Please quote exactly the opening lines of the data, from the first line to the one where "position:absolute; left:1181px; top:1132px;" appears.

(Stored data)
'''

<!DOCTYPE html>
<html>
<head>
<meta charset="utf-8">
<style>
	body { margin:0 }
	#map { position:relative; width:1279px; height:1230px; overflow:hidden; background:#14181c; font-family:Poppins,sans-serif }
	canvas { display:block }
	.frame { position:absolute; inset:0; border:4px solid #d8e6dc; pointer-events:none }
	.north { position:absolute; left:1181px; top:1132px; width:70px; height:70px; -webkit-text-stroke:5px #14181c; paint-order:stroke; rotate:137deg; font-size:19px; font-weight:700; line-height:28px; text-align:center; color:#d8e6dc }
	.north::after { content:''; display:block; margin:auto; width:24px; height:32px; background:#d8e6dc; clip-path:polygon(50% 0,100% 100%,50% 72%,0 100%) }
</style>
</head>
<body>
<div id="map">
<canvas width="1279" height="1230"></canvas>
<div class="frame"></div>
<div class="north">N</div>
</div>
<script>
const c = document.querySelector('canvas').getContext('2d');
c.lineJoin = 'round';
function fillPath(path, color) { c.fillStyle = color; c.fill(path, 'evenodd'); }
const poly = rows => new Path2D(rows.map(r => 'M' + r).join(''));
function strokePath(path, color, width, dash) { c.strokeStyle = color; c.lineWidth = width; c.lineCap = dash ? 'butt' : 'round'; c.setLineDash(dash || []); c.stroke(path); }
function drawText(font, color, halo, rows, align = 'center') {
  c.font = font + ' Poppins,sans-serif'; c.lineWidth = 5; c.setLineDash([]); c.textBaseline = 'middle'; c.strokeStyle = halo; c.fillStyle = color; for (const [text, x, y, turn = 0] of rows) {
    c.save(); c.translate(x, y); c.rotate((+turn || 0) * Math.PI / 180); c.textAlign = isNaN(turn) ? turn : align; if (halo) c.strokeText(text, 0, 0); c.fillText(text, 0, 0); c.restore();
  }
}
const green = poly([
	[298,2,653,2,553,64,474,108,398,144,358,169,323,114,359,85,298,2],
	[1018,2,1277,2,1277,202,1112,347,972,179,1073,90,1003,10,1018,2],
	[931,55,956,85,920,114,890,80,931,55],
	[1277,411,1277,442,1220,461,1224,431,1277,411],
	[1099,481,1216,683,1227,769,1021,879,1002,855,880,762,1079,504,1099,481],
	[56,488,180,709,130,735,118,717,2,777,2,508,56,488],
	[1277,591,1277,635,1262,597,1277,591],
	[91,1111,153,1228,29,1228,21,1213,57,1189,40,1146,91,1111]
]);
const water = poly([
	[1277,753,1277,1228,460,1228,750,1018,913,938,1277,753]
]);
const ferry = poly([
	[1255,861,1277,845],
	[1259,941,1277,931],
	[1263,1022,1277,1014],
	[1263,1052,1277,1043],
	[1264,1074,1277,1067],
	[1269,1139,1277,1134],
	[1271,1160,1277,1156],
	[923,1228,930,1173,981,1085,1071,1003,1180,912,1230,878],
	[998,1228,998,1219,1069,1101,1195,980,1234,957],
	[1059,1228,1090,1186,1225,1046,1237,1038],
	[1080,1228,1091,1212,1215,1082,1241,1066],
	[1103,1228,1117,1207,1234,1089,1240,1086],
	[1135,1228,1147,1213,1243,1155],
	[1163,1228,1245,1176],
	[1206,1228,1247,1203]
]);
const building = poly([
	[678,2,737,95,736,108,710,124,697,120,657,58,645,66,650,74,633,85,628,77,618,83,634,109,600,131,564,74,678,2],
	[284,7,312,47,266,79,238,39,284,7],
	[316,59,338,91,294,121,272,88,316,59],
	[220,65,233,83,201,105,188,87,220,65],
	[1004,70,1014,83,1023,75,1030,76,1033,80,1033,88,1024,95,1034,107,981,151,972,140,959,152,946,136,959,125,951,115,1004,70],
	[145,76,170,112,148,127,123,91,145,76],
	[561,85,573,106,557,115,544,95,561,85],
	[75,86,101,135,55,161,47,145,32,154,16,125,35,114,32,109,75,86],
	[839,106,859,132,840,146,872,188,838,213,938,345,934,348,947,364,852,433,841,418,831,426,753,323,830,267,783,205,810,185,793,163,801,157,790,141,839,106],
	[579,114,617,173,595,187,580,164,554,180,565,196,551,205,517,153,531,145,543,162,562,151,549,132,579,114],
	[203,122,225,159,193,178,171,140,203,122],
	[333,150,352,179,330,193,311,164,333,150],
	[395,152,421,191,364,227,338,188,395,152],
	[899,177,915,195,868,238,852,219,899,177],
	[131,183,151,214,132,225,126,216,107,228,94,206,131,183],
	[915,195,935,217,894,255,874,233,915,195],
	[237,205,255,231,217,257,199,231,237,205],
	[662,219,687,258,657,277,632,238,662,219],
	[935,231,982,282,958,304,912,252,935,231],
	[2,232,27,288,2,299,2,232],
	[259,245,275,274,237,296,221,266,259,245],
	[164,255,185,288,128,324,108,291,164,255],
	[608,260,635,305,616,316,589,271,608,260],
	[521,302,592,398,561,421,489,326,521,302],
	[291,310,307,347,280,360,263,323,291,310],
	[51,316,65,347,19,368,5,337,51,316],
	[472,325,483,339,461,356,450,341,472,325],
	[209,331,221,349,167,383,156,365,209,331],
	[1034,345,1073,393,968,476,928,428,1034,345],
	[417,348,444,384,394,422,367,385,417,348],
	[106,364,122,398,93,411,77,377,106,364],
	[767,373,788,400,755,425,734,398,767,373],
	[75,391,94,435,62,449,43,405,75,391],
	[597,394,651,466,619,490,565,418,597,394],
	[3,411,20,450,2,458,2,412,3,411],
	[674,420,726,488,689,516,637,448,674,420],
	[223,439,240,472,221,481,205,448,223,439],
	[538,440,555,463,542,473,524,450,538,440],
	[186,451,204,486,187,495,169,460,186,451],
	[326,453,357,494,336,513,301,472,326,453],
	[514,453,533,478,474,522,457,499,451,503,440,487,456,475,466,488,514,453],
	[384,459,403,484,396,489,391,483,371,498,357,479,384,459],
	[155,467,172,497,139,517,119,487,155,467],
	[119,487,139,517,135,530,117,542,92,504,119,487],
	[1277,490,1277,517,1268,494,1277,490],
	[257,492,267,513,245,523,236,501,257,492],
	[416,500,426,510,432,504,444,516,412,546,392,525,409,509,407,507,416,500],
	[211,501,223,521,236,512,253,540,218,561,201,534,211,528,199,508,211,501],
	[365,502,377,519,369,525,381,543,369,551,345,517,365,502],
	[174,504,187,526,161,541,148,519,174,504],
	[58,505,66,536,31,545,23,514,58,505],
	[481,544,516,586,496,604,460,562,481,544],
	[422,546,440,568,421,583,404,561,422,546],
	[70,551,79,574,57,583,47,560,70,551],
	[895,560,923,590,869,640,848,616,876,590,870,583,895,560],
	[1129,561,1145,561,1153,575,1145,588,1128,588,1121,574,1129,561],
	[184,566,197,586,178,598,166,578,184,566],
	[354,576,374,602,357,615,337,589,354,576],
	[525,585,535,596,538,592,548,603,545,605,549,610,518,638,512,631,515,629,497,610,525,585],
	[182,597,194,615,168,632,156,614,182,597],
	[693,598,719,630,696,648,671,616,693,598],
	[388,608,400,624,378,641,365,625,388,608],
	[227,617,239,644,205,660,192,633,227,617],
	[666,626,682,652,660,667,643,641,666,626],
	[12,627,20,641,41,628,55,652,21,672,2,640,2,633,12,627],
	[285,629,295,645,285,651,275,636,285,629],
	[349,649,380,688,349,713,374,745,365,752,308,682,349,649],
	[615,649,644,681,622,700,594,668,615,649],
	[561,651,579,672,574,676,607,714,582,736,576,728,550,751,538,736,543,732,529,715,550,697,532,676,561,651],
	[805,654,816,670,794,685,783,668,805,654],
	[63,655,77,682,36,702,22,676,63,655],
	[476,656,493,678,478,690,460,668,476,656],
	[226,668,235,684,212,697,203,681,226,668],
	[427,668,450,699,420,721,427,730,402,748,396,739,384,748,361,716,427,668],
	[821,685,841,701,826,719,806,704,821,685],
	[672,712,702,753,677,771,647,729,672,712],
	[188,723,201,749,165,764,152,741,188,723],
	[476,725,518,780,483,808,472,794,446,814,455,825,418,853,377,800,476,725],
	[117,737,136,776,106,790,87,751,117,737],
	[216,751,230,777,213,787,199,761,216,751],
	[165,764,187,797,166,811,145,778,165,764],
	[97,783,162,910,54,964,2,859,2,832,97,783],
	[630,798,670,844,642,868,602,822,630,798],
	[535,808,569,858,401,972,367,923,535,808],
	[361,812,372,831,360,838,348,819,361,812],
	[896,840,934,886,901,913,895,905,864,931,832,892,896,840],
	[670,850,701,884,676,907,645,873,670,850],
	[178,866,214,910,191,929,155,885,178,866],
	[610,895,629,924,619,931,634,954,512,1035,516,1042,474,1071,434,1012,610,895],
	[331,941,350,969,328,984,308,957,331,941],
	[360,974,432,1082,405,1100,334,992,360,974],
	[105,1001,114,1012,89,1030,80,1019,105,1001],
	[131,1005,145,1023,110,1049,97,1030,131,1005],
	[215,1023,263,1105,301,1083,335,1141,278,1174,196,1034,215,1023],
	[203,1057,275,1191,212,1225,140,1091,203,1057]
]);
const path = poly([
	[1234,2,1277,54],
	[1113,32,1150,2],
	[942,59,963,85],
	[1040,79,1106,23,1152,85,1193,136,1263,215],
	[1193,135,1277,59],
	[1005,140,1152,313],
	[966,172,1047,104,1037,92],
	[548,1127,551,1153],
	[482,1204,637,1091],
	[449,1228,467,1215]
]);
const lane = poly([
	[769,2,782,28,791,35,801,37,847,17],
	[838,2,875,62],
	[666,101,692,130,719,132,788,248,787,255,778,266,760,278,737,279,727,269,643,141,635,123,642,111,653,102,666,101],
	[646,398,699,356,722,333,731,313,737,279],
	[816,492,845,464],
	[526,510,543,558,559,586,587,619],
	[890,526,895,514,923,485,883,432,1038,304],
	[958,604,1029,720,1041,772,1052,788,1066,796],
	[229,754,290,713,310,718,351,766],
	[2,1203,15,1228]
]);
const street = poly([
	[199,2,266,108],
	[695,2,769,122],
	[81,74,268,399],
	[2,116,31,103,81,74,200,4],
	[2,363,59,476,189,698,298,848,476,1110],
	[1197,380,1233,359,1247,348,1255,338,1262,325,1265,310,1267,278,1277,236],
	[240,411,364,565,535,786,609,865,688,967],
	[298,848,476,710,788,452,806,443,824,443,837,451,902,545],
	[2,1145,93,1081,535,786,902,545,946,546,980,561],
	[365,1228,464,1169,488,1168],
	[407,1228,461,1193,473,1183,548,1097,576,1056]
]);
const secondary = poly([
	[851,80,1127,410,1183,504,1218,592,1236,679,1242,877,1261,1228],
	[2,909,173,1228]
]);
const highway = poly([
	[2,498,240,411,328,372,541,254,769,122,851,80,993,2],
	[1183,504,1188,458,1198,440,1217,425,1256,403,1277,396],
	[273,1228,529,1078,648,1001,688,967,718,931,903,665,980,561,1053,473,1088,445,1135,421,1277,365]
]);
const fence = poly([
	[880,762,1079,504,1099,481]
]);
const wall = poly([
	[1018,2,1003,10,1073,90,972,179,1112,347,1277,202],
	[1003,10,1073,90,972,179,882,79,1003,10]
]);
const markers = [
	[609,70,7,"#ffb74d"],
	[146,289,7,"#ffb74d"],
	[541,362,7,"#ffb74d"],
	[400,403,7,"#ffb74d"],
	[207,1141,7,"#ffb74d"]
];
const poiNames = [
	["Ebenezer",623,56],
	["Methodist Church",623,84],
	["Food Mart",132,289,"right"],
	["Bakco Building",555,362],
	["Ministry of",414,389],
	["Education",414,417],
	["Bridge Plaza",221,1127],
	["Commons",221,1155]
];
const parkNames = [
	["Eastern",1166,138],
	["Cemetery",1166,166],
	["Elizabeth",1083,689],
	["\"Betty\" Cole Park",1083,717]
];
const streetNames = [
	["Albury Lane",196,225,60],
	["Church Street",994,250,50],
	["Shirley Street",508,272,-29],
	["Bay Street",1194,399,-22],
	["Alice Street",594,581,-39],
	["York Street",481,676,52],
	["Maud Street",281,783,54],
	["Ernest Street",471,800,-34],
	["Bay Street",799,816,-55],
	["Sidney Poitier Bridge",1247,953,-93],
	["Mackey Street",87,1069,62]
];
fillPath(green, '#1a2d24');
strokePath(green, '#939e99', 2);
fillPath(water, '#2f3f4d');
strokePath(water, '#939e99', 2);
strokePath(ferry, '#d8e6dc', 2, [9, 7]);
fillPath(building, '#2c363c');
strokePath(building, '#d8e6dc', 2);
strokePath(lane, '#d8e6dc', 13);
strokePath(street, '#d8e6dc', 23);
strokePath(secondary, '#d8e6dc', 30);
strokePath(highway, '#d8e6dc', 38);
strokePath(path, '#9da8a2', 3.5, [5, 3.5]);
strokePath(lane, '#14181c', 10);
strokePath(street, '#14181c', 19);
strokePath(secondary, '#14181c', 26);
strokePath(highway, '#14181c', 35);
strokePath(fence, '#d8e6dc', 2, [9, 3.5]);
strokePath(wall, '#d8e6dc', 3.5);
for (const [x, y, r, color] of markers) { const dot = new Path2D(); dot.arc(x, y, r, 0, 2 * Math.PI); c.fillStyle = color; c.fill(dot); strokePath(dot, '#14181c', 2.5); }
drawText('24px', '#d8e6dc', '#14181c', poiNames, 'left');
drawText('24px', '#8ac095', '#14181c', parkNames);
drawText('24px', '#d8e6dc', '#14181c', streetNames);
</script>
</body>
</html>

'''

Exercise solution:
<!DOCTYPE html>
<html>
<head>
<meta charset="utf-8">
<style>
	body { margin:0 }
	#map { position:relative; width:1279px; height:1230px; overflow:hidden; background:#14181c; font-family:Poppins,sans-serif }
	canvas { display:block }
	.frame { position:absolute; inset:0; border:4px solid #d8e6dc; pointer-events:none }
	.north { position:absolute; left:1181px; top:1132px; width:70px; height:70px; -webkit-text-stroke:5px #14181c; paint-order:stroke; rotate:137deg; font-size:19px; font-weight:700; line-height:28px; text-align:center; color:#d8e6dc }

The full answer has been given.